Kemitraan bagaimanapun harus mengembangkan tujuan bersama disertai pengertian tentang permasalahan dan peran kemitraan untuk menyelesaikan permasalahan tersebut nantinya. Tiap pihak yang bermitra harus mengemukakan motivasinya secara terbuka, sehingga dicapai kesalingpengertian. Tentang pebedaan, tiap pihak harus dapat menciptakan iklim untuk mendiskusikan perbedaan tersebut dan mengembangkan berbagai cara untuk mengakomodasikannya. Perbedaan akan selalu hadir, misalnya tentang strategi yang akan dipakai. Yang penting adalah adanya kesiapan untuk membicarakannya secara terbuka, sehingga solusi yang terbaik akan dapat diperoleh.

*****
[1] Friendship (noun) = companionship, sementara partnership (noun) = alliance.  Kedua kata ini sinonim dengan:  affiliation, assistance, association, brotherhood, cartel, clique, community, companionship, conglomerate, conjunction, connection, cooperation, cooperative, corporation, friendship, help, joining, sharing, society, tie-up, togetherness, union, agreement, alliance, association, brotherhood, brotherly love, closeness, coalition, comity, company, consonance, empathy, familiarity, favor, friendliness, fusion, good will, harmony, intimacy, league, love, rapport, regard, sociability, society, sodality, solidarity, understanding. (Sumber: Roget's New Millennium™ Thesaurus, First Edition (v 1.1.1).Copyright © 2005 by Lexico Publishing Group, LLC. All rights reserved. (http://thesaurus.reference.com/search?q=friendship. 27 April 2005).
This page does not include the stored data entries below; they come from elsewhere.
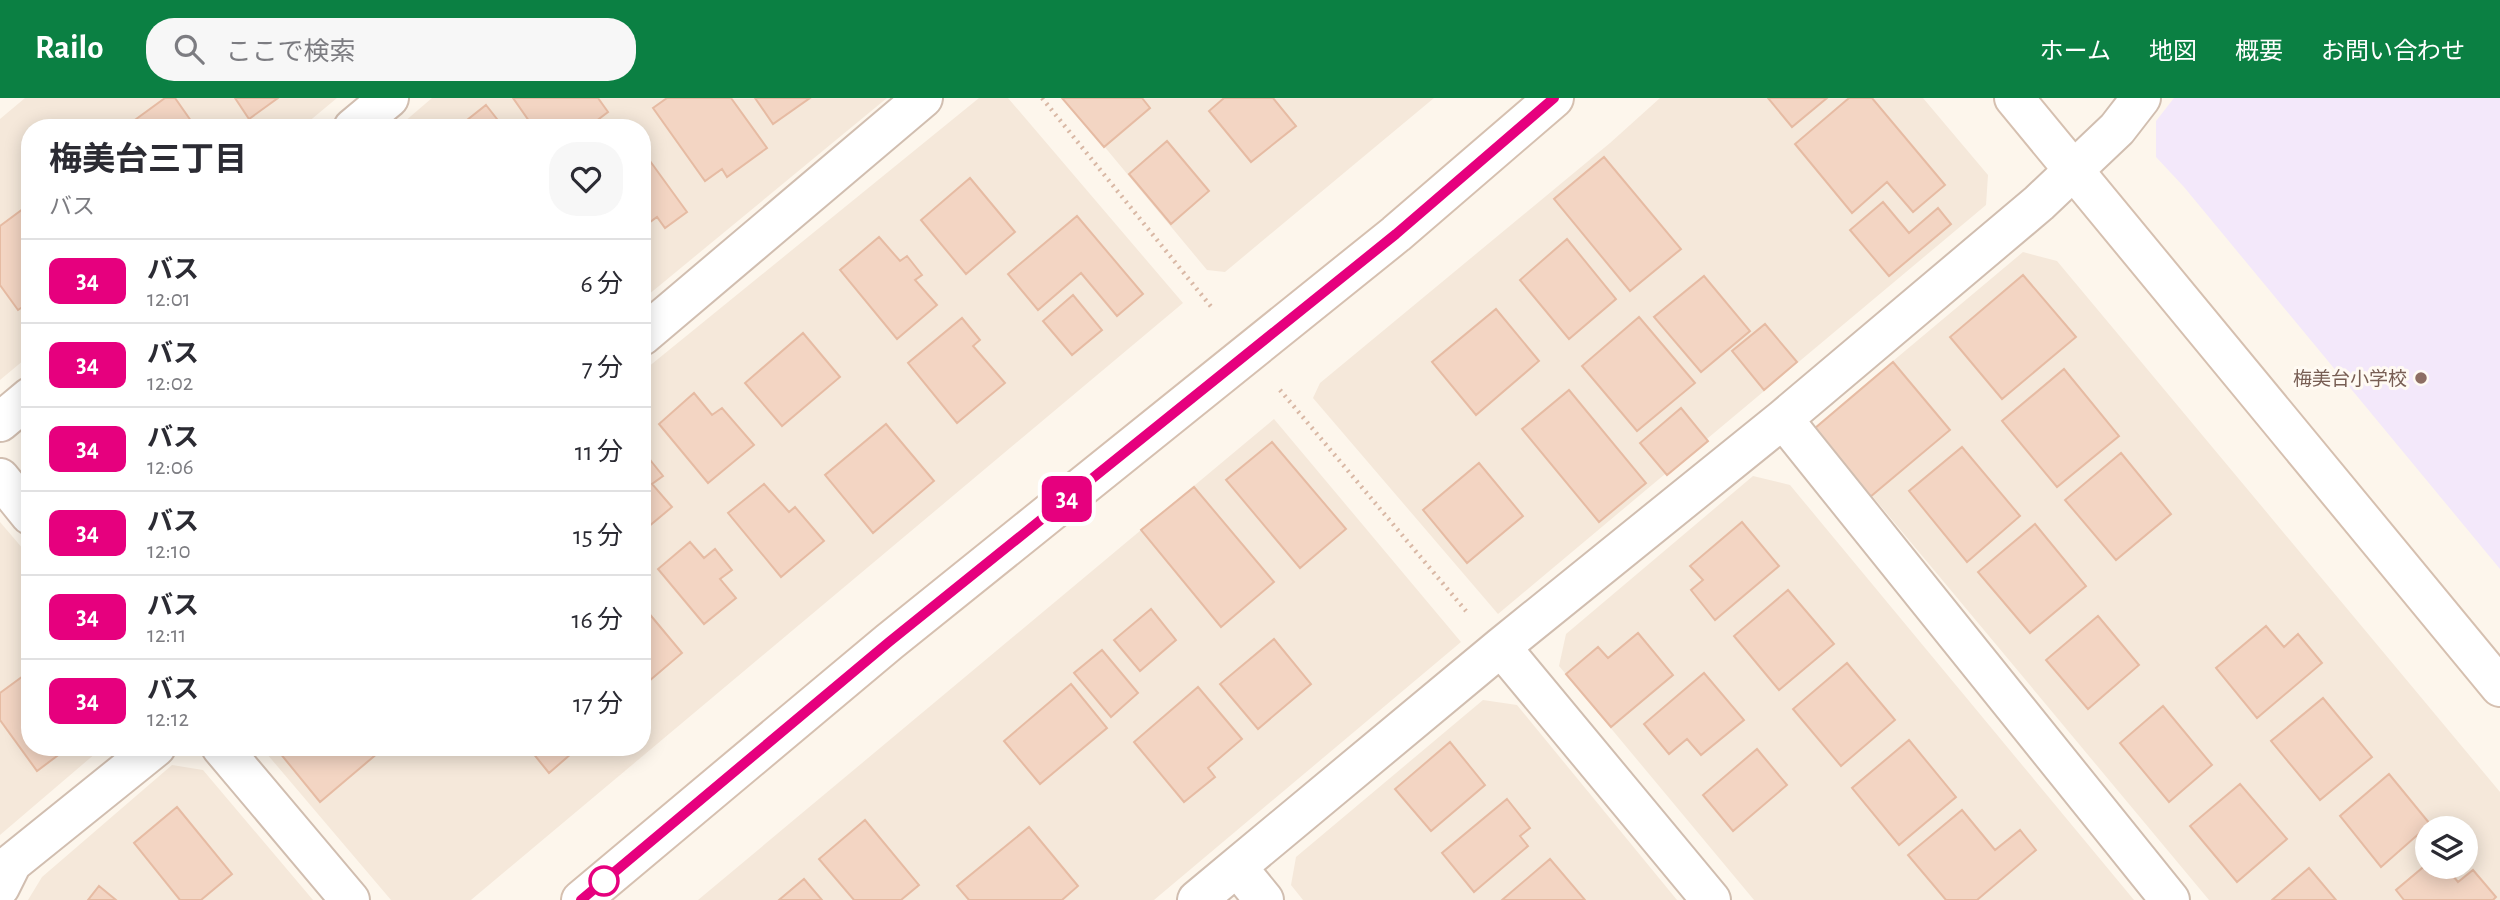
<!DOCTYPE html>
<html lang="ja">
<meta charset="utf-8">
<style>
:root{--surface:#fff;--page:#f7f7f7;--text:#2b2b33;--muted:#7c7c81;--line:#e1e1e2;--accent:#0b8043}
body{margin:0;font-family:"Alegreya Sans","Noto Sans JP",sans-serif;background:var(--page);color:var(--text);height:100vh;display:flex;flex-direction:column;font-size:26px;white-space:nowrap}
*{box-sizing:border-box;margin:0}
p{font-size:23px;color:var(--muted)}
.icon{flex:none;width:38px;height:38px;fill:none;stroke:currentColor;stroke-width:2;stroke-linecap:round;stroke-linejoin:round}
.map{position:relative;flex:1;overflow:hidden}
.drawer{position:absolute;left:21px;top:21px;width:630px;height:637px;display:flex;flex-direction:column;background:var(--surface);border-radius:28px;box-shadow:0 4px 18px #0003}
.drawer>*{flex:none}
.badge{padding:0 14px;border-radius:10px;font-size:24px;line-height:46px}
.buttons{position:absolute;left:2415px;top:718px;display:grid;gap:14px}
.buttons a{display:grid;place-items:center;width:63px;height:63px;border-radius:50%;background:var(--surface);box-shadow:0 4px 18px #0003;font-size:35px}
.map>.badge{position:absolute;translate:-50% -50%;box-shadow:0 0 0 4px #fff}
.round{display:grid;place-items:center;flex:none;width:74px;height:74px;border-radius:28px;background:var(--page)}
.summary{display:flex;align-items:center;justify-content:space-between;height:119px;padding:0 28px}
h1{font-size:33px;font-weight:700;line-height:52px}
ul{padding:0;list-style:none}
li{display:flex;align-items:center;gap:21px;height:84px;padding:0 28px;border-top:2px solid var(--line)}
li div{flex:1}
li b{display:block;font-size:26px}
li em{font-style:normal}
li .badge{min-width:77px;font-weight:700;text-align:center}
header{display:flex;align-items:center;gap:42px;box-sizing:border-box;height:98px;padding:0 35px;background:var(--accent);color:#fff}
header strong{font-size:33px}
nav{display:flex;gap:38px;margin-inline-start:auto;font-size:24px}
.search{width:490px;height:63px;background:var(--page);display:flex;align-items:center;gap:18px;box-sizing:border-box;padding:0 24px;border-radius:28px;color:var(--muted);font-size:26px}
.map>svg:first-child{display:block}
</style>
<header>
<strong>Railo</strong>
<div class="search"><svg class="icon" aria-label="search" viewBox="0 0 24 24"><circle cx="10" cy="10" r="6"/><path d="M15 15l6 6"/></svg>ここで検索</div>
<nav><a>ホーム</a><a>地図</a><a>概要</a><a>お問い合わせ</a></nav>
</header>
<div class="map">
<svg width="2500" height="802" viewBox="0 0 2500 802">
<rect width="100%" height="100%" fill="#fdf6ec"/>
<!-- residential -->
<path fill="#f5e8da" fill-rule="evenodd" d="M25,0h312l-36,30h-271v227l-30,25v-261z
M432,0h455l-245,202v-172h-245z
M979,0h29l175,205 -712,597h-80l-130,-153h381v-375z
M1064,0h370l-209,174 -18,-2z
M1660,0h263l65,77 -2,30 -488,409 -185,-216 7,-15 290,-240z
M2023,154l34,9 443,531v108h-291l-381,-457 9,-35zM2427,730h39v38h-39z
M1274,321l187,223 -307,258h-456z
M1753,378l37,9 344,415h-380l-195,-234 7,-32z
M0,424l30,35v190h73l-103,88z
M1483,602l34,5 160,195h-374l-12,-15 5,-28z
M172,667l31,5 110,130h-285l14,-23z"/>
<!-- education -->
<path fill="#f3e8fa" d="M2174,0h326v471l-316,-382 -28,-30v-36z"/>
<!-- building -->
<path fill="#f3d5c3" stroke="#e6bba3" stroke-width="2" d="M165,0h10l21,30h-66l-2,-3z
M235,0h43l-29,21z
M513,0h85l10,14 -21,16h-53z
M667,0h64l36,50 -40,29 -5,-8 -17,12 -52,-73z
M755,0h55l-37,26z
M1062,0h80l8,10 -46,39z
M1224,0h49l23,28 -45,36 -42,-51z
M1768,0h59l-35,29z
M1849,0h23l73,87 -32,27 -26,-30 -35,31 -57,-69z
M486,7l18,23h-47z
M1167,43l42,50 -38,33 -42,-50z
M642,52l45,62 -22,16 -8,-11 -15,11z
M1604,59l77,92 -51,42 -76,-92z
M970,80l45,54 -49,42 -45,-54z
M1883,104l26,31 29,-25 13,16 -62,52 -39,-46z
M27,108l3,4v92l-12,8 -18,-25v-59z
M1077,118l66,78 -26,22 -36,-43 -43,37 -30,-36z
M879,139l21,24 7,-5 15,19 -7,5 22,25 -40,34 -57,-69z
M1567,141l49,60 -47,40 -49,-59z
M2023,177l53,62 -74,62 -52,-62z
M1704,178l46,55 -49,41 -47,-55z
M1073,197l29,35 -30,25 -29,-34z
M1496,211l43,52 -63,54 -44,-53z
M1639,219l56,66 -58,48 -55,-65z
M962,220l18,22 -7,6 32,37 -48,40 -49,-60z
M1765,226l32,38 -33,28 -32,-39z
M803,235l37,44 -58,49 -37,-43z
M1893,264l57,68 -80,67 -56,-68z
M2064,271l55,67 -62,51 -55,-66z
M1569,292l77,93 -47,39 -77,-93z
M694,295l18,22 10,-7 32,37 -46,38 -49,-59z
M1681,310l27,33 -41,34 -27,-32z
M886,326l48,57 -61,52 -48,-58z
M1272,344l74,87 -46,39 -74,-88z
M1962,349l58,69 -53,46 -58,-71z
M2121,355l50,61 -55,46 -51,-60z
M651,363l12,15 -11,8 20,23 -30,25v-62z
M1479,365l44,53 -56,47 -44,-53z
M764,386l25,28 6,-5 29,34 -43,36 -53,-64z
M1194,389l80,95 -53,45 -80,-97z
M1742,424l37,44 -64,54 -24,-30 12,-10 -13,-14z
M2035,426l51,62 -56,47 -52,-61z
M690,444l14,16 11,-9 17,21 -12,9 16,19 -32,26 -46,-55z
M1788,492l46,54 -55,46 -45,-54z
M642,507l40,48 -40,34z
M1151,511l25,31 -36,31 -26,-31z
M2098,518l41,49 -51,44 -42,-49z
M2266,528l18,21 14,-13 24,29 -65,55 -41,-50z
M1638,535l35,42 -62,52 -45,-53 32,-27 10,11z
M1274,541l37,45 -53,45 -38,-45z
M1102,552l36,43 -27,24 -37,-44z
M1847,565l48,57 -54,46 -48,-57z
M30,573v76h39l-32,24 -37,-51v-27z
M1704,575l40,47 -43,35 -14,-16 -18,15 -25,-30z
M1071,586l36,44 -67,56 -36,-43z
M1198,589l44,52 -34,29 7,9 -31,25 -50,-60z
M2323,600l49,59 -52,43 -49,-59z
M2163,608l49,59 -43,37 -49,-59z
M1909,642l47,57 -57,48 -47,-57z
M1450,644l35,43 -54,46 -36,-42z
M275,649h110l-65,55z
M528,649h51l-30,26z
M1757,651l30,36 -54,46 -30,-36z
M2389,676l41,50 -49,43 -41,-51z
M2240,686l47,55 -50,43 -47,-56z
M1507,701l23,29 -10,8 8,10 -54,46 -32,-39z
M177,709l55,67 -31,26h-21l-46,-57z
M1962,712l33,40 25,-20 16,20 -59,50h-31l-38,-45z
M865,722l54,65 -18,15h-47l-35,-41z
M1029,729l49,59 -16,14h-93l-12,-14z
M1550,761l35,41h-83z
M2427,766v2h18l13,16 15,-12 23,27 -3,3h-89l-8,-10z
M2309,770l27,32h-64z
M804,781l18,21h-43z
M99,788l17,14h-28z"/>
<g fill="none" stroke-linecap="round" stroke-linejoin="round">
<!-- street casing -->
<g stroke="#d1beb0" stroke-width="42">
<path id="street" d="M353,30l36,-30
M642,238l281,-238
M1783,321l387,481
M0,324l30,-25
M0,380l30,37
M1501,549l210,253
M221,649l129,153
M1237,769l27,33
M0,789l12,-24 144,-116
M1197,802l304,-253 282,-228 256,-216 78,-74 24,-31"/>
</g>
<!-- secondary casing -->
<g stroke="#d6c0b0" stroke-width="42">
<path id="secondary" d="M2014,0l486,589
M581,802l308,-258 507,-408 158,-136"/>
</g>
<!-- path -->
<path stroke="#d9b8a5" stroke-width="4.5" stroke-dasharray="2 5" stroke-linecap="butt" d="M1042,0l171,211
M1280,292l186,221"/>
<!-- street -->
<use href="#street" stroke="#fff" stroke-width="38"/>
<!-- secondary -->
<use href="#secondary" stroke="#fff" stroke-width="38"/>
</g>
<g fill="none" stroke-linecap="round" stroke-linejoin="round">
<!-- line casing -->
<g stroke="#fff" stroke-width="16">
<path id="line" d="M581,802l308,-258 507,-408 158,-136"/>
</g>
<!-- line -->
<use href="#line" stroke="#e6007e" stroke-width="10"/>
</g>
<!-- markers -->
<circle fill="#8d6e63" stroke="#fffaf3" stroke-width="2.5" cx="2421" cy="280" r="7"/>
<circle fill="#fff" stroke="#e6007e" stroke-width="3.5" cx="604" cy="783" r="14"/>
<g text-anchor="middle" stroke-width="6" stroke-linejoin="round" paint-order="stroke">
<!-- education labels -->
<g font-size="19" fill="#785e54" stroke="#fffaf3" text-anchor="end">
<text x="2407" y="287">梅美台小学校</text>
</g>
</g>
</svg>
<div class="buttons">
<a><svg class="icon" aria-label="layers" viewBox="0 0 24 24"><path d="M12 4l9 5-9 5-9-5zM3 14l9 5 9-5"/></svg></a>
</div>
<b class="badge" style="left:1067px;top:401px;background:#e6007e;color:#fff">34</b>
<section class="drawer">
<div class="summary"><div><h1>梅美台三丁目</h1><p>バス</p></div><a class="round"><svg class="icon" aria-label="heart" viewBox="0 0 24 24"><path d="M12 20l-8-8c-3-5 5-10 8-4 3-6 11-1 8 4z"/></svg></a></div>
<ul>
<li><span class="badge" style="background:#e6007e;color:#fff">34</span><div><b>バス</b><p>12:01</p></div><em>6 分</em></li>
<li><span class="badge" style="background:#e6007e;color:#fff">34</span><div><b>バス</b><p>12:02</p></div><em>7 分</em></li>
<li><span class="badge" style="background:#e6007e;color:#fff">34</span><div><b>バス</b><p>12:06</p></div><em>11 分</em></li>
<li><span class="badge" style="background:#e6007e;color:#fff">34</span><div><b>バス</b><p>12:10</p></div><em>15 分</em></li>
<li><span class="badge" style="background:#e6007e;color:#fff">34</span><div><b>バス</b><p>12:11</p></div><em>16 分</em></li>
<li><span class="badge" style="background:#e6007e;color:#fff">34</span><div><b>バス</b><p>12:12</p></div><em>17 分</em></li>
</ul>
</section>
</div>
[2] Burns, A.A. 1962. Partnership dalam Encyclopedia of the Social Sciences. MCMLXII hal. 3-6. E.R.A. Selingman dan A. Johnston (eds.). New York: The Macmillan, Co.
[3] “Chapter 2: Theory and Practice of Partnership”. (http://etd-gw.wrlc.org/theses/available/etd-11122003-193919/unrestricted/02chapter2.pdf., 6 Mei 2005).
[4] Ini terlihat dalam UU No. 9 tahun 1995 tentang Usaha Kecil, khususnya pada Bab VII atau pasal 26 sampai 32. Salah satu landasan hukum lain adalah SK Mentan No. 944/Kpts/OT.210/10/1997 tentang Pedoman Penetapan Tingkat Hubungan Kemitraan Usaha Pertanian.
[5] Subiakto Tjakrawerdaja (Mantan Menteri Koperasi dan UKM).  2005. Menuju Visi Kesejahteraan Rakyat: Lewat program "Empat Sehat Lima Sempurna". Harian Republika, 23 Maret 2005. (http://www.mail-archive.com/ppiindia@yahoogroups.com. 11 april 2005).
[6]  Dalam bidang pembangunan perkebunan, maka kemitraan dapat diimplementasikan dalam beberapa bentuk seperti Pola Perusahaan Inti Rakyat (PIR), Bangun Operasi Transfer (BOT), Kerjasama Operasional (KSO), Kontrak Farming (KF) dan Dagang Umum (DU).
[7] Badan Agribisnis, Deptan. 1998. Kemitraan: Kebijaksanaan dan Penjelasan Pola Kemitraan Usaha Pertanian. Buku I. 78 hal.